Using online notebooks

The equation Tech + Journalists= is one you don't need any coding experience to solve. The answer is stress.  

Experience has taught me that as soon as you add tech to the mix, you can guarantee that one person will have a screen that looks different or an app that doesn't work.  Things get more complicated when you want people to play and experiment  beyond the classroom. Apps that don't install; or draconian security permissions are only the start.  Some of this stuff is quite hardcore for a user who's never used notepad before let alone fired up the command prompt.  All of this can be the hurdle that most people fall at. It can sap your motivation.

Thankfully there are a growing number of accessible packages that make this stuff more consistent and replicable.  I'm a big fan of the Anaconda platform - Yes, its a bit over-specced for your average data journalism project, but it does the heavy lifting in terms of installation. Good as it is though, it still needs to be installed.  I didn't want that to get in the way of working with the code, so I looked at online options.

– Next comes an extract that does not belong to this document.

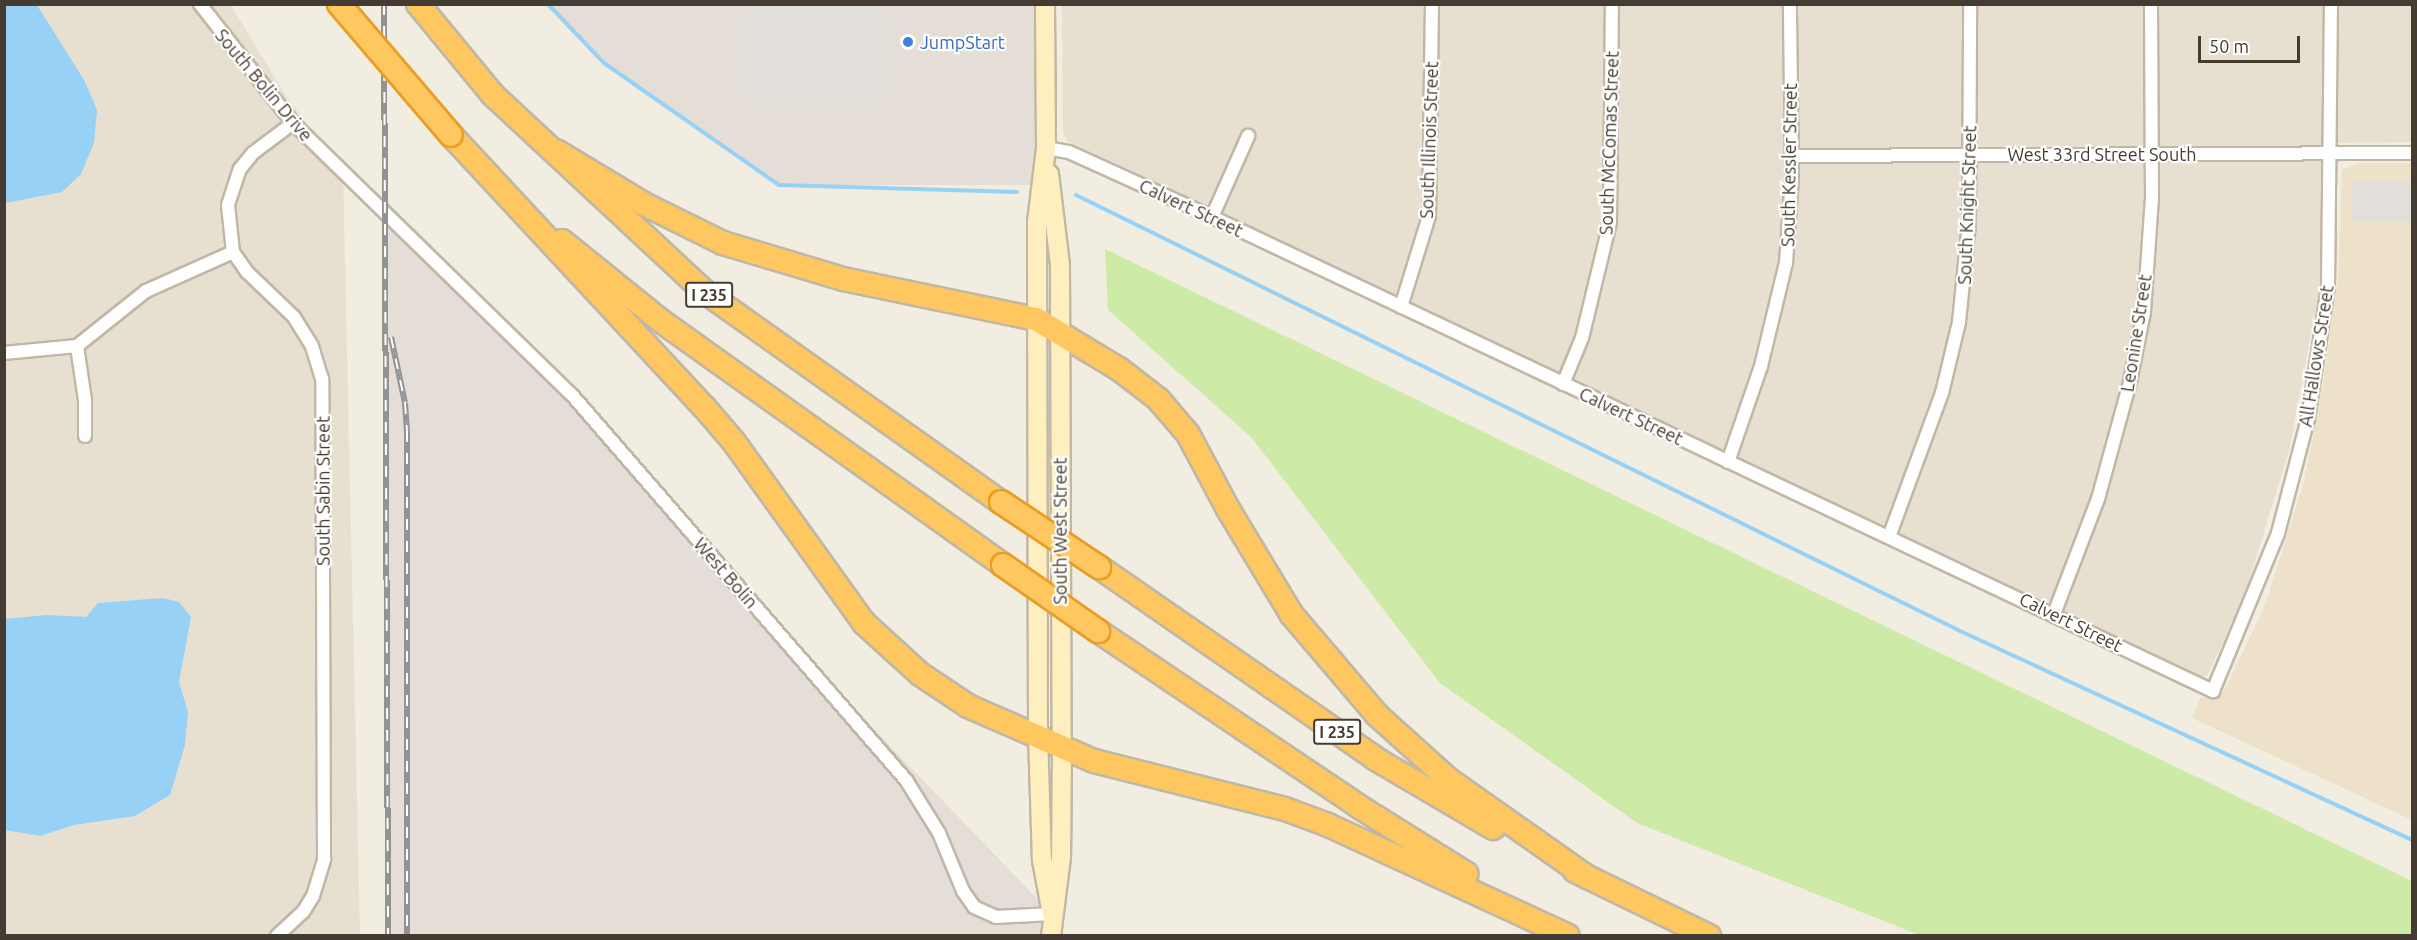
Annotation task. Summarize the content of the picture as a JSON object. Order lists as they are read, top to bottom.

There are a number of Python shells kicking around. These essentially recreate a command line - the text interface you'd have if you were working on your own machine, so you can put in snippets of Python. Python.org have a good one

Python.org have a nice Python Shell that you can try simple code in. Try adding print("Hello world")

These are great but only really work for short snippets of code. I wanted to be able to have more control and look at the format too.  So I turned to notebooks.

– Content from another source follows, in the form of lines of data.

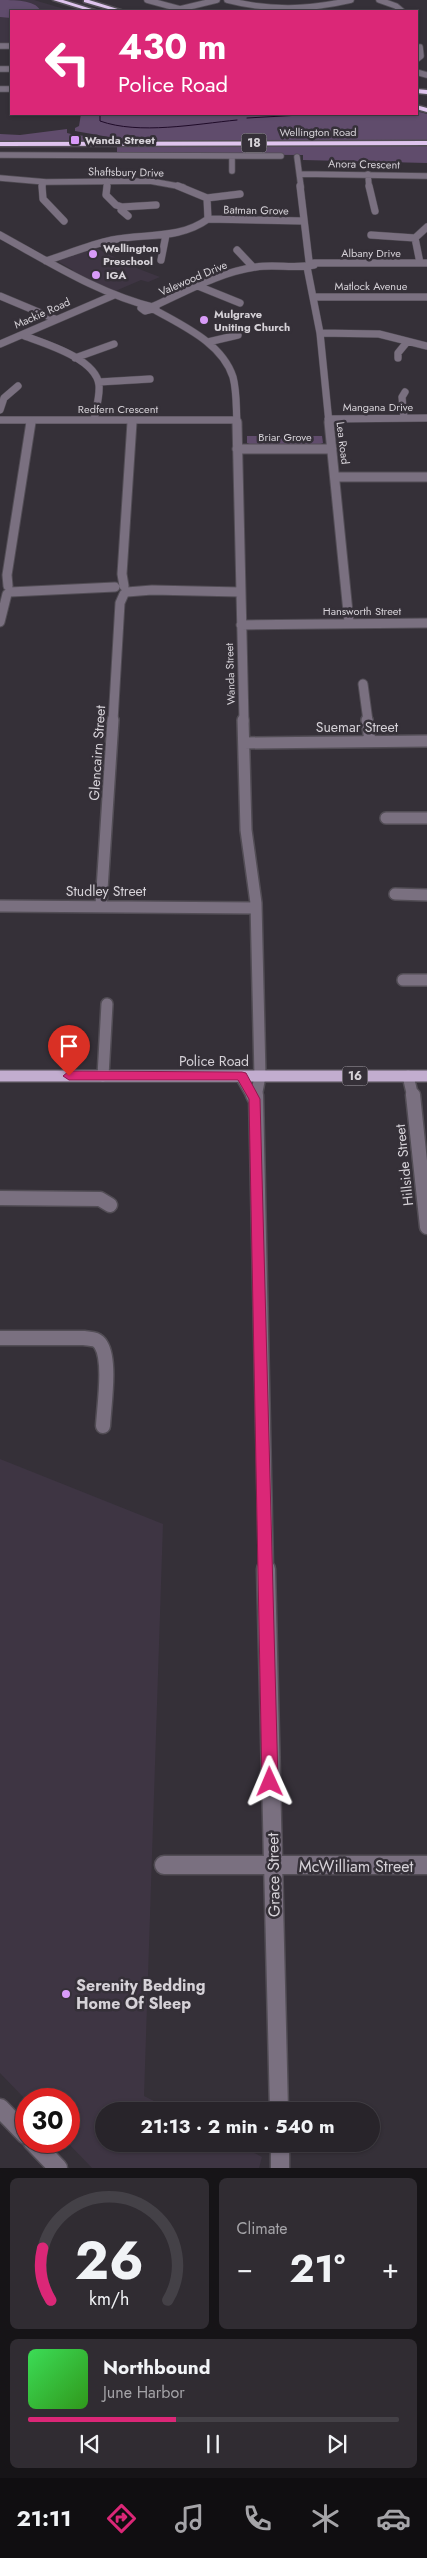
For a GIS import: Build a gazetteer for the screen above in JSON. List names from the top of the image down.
{
  "streets": {
    "highway": ["Wellington Road", "18"],
    "main road": ["Police Road", "16"],
    "street": [
      "Anora Crescent",
      "Shaftsbury Drive",
      "Batman Grove",
      "Albany Drive",
      "Valewood Drive",
      "Matlock Avenue",
      "Mackie Road",
      "Mangana Drive",
      "Redfern Crescent",
      "Briar Grove",
      "Lea Road",
      "Hansworth Street",
      "Wanda Street",
      "Suemar Street",
      "Glencairn Street",
      "Studley Street",
      "Hillside Street",
      "McWilliam Street",
      "Grace Street"
    ]
  },
  "crossings": [
    ["Anora Crescent", "Lea Road"],
    ["Batman Grove", "Lea Road"],
    ["Albany Drive", "Valewood Drive"],
    ["Albany Drive", "Lea Road"],
    ["Valewood Drive", "Lea Road"],
    ["Valewood Drive", "Wanda Street"],
    ["Matlock Avenue", "Lea Road"],
    ["Mangana Drive", "Lea Road"],
    ["Redfern Crescent", "Wanda Street"],
    ["Redfern Crescent", "Glencairn Street"],
    ["Briar Grove", "Lea Road"],
    ["Briar Grove", "Wanda Street"],
    ["Lea Road", "Hansworth Street"],
    ["Hansworth Street", "Wanda Street"],
    ["Wanda Street", "Suemar Street"],
    ["Wanda Street", "Studley Street"],
    ["Wanda Street", "Police Road"],
    ["Wanda Street", "Grace Street"],
    ["Glencairn Street", "Studley Street"],
    ["Police Road", "Hillside Street"],
    ["Police Road", "Grace Street"],
    ["McWilliam Street", "Grace Street"]
  ],
  "places": {
    "transit": ["Wanda Street"],
    "other": [
      "Wellington Preschool",
      "IGA",
      "Mulgrave Uniting Church",
      "Serenity Bedding Home Of Sleep"
    ]
  },
  "page": {
    "turn": ["430 m", "Police Road"],
    "limit": "30",
    "trip": "21:13 · 2 min · 540 m",
    "tile": "Climate",
    "heat": ["−", "21°", "+"],
    "song": ["Northbound", "June Harbor"],
    "tabs": "21:11",
    "gauge": ["26", "km/h"]
  }
}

Notebooks are designed to encourage 'literate programming' - a process where you mix code and text that describe what the code does.  The most common LP tool is Jupyter which has gained a huge amount of traction in data science and data journalism.  

A typical Jupyter notebook allows you to write and run code and add comments to the same document. 

Anaconda, mentioned above, is an easy way to install Jupyter on your own machine but there are several online tools that do the same thing

There are pros and cons for each, but in the end I went for Google Colaboratory because I knew the class had access to Google accounts.  That said, in future I think I would go for Azure. The interface is more like the standard Jupyter interface which would help with the hand-off to the 'real thing' when people wanted to move on. But for now, the principles still hold and it's enough to get people engaged.

Conclusions

There are always going to be snags and ,by the time we get to importing libs like pandas, things are going to get complicated - it's unavoidable.  But if the students come away knowing that code isn't tricky at least in principle,  that at a low level the basic structures and ideas are pretty simple and there's plenty of support out there. Well, that'll be a win. Fingers crossed.

Afterward

(20/1): Paul Bradshaw reminded me that there is a space between online shells and notebooks.

I really like and would heartily recommend  Repl.it, not least because it does more than just Python (sure, Azure Notebooks does R and Python). You can do R, Python and also there's Django too. Django is a python framework that has a very strong foothold in a lot of US newsrooms and tech-j circles in the US.